No dia seguinte, eu era uma barata

Gilberto Amendola

15 de setembro de 2012 | 23h30

Quando certa manhã o Candidato Acidental acordou de sonhos intranquilos, encontrou-se em sua cama metamorfoseado num inseto monstruoso.

Eu sei, Kafka não merece isso, mas o instante seguinte à minha aparição no horário eleitoral gratuito fez com que eu me transformasse em outra coisa – muito provavelmente numa barata.

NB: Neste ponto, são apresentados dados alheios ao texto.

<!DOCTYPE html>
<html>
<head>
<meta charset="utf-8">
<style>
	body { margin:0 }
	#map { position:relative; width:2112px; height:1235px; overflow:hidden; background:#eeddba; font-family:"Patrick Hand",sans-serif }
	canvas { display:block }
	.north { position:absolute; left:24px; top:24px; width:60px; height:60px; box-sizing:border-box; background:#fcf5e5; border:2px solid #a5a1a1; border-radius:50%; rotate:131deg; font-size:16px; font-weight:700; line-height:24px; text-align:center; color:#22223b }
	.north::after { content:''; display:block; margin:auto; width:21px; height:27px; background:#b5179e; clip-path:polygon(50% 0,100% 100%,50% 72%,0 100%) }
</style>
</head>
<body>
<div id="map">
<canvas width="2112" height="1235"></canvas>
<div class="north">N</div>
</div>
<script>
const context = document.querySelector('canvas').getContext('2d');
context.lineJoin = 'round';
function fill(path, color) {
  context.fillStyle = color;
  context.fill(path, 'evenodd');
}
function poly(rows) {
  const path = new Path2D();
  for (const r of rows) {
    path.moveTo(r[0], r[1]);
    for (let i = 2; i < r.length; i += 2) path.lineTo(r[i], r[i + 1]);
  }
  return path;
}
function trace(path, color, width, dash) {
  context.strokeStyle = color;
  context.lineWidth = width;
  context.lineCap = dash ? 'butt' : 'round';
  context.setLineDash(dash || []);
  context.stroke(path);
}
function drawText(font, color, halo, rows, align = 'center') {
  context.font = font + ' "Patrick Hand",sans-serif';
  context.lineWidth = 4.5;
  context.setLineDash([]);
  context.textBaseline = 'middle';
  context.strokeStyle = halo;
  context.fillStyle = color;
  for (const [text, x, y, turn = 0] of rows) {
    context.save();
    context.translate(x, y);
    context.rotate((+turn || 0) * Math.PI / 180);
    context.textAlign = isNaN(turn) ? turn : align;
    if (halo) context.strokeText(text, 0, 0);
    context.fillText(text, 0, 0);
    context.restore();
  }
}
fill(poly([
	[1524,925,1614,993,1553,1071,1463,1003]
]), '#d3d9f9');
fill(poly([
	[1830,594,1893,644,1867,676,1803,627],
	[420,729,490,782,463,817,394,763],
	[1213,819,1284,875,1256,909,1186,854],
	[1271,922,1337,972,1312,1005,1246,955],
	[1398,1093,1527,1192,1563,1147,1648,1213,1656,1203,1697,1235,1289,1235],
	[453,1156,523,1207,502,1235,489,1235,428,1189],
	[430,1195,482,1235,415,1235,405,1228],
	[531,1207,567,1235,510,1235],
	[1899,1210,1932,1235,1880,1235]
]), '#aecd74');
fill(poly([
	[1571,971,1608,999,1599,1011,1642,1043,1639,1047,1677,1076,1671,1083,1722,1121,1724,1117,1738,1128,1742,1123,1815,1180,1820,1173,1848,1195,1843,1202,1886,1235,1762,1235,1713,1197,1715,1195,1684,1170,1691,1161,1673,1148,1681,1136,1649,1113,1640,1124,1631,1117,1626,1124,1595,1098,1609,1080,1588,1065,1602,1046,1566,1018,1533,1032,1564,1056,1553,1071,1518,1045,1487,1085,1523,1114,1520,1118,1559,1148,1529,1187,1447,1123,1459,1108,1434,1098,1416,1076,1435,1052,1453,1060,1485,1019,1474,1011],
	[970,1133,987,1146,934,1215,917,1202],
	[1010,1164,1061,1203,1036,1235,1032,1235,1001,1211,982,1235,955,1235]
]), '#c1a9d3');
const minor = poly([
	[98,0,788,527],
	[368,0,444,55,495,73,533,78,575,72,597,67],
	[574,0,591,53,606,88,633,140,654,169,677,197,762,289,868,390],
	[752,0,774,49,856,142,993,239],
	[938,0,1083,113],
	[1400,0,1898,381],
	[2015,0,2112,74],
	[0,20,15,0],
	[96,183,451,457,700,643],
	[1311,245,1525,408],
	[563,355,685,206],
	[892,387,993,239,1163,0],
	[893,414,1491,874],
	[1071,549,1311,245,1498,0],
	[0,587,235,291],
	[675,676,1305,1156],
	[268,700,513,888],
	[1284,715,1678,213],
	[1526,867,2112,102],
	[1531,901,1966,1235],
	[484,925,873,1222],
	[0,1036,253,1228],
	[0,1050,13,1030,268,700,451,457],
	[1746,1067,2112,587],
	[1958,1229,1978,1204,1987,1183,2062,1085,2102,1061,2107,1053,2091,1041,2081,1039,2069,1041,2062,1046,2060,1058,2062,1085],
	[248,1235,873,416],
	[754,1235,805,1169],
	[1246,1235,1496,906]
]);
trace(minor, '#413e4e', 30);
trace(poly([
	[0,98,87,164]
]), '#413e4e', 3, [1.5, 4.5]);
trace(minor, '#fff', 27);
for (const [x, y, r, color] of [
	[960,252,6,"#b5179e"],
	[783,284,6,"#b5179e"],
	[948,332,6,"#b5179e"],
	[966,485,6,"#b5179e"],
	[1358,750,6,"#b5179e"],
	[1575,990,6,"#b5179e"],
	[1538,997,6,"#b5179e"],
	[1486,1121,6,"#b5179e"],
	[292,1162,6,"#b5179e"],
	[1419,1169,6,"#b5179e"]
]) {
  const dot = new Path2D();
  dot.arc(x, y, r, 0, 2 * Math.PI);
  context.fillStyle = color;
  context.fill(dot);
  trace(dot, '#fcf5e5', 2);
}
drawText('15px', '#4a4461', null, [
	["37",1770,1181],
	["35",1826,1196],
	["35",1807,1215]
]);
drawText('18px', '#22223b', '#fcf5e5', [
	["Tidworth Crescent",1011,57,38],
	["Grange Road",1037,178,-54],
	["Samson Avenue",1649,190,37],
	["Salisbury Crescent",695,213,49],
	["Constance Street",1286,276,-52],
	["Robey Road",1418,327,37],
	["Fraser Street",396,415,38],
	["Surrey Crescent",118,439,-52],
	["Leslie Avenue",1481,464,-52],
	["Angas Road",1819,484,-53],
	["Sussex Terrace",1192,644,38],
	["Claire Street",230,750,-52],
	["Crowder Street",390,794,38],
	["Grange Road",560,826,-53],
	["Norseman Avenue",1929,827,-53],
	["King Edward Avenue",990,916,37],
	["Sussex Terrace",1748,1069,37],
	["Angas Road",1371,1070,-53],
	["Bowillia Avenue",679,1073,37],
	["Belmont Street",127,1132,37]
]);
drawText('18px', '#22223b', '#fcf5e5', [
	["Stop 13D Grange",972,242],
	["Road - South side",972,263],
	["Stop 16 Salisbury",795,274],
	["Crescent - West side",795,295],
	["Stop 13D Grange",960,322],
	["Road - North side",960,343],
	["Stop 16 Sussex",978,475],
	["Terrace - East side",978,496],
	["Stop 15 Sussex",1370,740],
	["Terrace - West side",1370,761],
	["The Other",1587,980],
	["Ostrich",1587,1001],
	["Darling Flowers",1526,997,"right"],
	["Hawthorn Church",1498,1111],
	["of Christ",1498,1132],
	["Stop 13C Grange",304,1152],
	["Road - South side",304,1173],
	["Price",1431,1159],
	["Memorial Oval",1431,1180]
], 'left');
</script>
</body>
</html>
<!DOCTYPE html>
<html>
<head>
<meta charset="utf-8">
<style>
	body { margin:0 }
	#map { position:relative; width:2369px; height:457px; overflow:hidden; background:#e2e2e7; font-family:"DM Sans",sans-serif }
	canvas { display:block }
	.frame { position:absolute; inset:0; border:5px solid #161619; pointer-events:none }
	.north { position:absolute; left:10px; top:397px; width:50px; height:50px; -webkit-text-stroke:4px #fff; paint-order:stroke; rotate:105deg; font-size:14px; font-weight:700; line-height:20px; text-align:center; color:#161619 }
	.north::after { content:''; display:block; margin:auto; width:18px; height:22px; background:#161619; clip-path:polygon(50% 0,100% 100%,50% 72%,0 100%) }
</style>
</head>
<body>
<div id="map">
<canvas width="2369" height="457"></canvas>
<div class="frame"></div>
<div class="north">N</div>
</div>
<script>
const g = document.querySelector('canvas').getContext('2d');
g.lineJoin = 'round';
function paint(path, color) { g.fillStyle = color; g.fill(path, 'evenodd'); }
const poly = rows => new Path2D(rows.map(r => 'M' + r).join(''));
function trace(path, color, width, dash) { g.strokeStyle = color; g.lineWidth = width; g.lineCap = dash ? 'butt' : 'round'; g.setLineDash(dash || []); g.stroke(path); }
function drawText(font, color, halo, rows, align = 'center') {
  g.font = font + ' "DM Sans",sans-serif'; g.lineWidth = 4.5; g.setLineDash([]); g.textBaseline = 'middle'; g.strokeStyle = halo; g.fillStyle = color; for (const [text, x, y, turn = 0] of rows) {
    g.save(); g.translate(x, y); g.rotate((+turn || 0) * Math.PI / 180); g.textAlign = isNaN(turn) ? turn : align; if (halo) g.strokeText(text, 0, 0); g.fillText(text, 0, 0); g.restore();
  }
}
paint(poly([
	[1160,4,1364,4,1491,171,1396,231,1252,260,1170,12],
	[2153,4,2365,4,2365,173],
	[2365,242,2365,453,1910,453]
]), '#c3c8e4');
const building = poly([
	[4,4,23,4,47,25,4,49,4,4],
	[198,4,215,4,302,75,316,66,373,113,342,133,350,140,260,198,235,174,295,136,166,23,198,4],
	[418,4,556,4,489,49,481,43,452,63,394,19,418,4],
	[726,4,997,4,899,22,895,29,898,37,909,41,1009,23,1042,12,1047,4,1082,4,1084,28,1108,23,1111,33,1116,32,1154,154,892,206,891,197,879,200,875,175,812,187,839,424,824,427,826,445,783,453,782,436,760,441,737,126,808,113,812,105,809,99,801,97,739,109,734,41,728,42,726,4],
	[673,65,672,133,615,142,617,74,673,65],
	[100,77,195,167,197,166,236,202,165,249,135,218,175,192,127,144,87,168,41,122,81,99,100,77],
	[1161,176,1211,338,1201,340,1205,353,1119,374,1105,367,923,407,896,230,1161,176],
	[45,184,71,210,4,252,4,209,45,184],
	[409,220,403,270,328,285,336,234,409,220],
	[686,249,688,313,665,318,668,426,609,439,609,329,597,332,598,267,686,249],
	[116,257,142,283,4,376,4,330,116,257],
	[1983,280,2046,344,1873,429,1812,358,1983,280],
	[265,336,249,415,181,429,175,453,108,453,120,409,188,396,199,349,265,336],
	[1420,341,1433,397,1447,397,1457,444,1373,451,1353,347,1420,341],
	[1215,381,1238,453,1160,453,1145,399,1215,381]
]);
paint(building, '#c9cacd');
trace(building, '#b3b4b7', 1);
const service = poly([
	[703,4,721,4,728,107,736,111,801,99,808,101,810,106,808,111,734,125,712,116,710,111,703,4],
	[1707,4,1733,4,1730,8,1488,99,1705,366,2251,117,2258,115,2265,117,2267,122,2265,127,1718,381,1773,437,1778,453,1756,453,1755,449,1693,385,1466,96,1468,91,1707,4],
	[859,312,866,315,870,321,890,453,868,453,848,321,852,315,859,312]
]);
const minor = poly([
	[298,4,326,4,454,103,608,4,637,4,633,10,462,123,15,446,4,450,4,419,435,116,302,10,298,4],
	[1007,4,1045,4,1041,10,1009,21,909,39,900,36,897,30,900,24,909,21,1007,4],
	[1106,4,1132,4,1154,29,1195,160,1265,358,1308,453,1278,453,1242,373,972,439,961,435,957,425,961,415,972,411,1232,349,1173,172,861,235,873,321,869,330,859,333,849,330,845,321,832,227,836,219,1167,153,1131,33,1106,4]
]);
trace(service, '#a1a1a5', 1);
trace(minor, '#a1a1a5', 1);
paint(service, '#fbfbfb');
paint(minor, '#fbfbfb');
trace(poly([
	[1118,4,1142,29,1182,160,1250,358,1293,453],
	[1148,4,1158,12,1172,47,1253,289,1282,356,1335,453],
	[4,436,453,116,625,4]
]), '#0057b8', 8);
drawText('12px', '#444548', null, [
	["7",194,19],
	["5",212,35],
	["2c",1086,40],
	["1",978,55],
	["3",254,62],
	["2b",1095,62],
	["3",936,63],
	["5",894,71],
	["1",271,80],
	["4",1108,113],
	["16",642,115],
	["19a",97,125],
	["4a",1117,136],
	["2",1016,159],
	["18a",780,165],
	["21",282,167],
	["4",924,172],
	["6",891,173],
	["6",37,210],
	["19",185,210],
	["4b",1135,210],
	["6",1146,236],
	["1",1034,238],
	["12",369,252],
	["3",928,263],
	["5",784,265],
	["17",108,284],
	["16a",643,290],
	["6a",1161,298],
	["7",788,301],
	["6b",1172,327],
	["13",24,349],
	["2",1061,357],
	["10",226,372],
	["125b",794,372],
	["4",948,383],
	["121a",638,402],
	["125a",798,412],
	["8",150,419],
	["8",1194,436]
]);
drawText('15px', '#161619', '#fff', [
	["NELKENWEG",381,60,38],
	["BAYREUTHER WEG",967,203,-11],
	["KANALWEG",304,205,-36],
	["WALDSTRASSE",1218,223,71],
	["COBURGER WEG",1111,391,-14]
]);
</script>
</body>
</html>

Antes mesmo que eu tivesse tempo de fugir para as montanhas, as mensagens começaram a pipocar no meu Facebook e Twitter. “É você mesmo?”, “Você ficou louco?”, “Por quê?”. O celular também começou a tocar. Atendi umas cinco ligações e respondi a umas sete mensagens em menos de 15 minutos.

Meu mundo estava caindo.

Tive que apagar incêndio por incêndio. “É pra valer? Não é pra valer? Pode votar em você? Não pode votar em você? E se você ganhar?” Ex-colegas de escola e faculdade ressurgiram das catacumbas para se certificarem que um conhecido distante havia enlouquecido e entrado para o baixíssimo clero da política.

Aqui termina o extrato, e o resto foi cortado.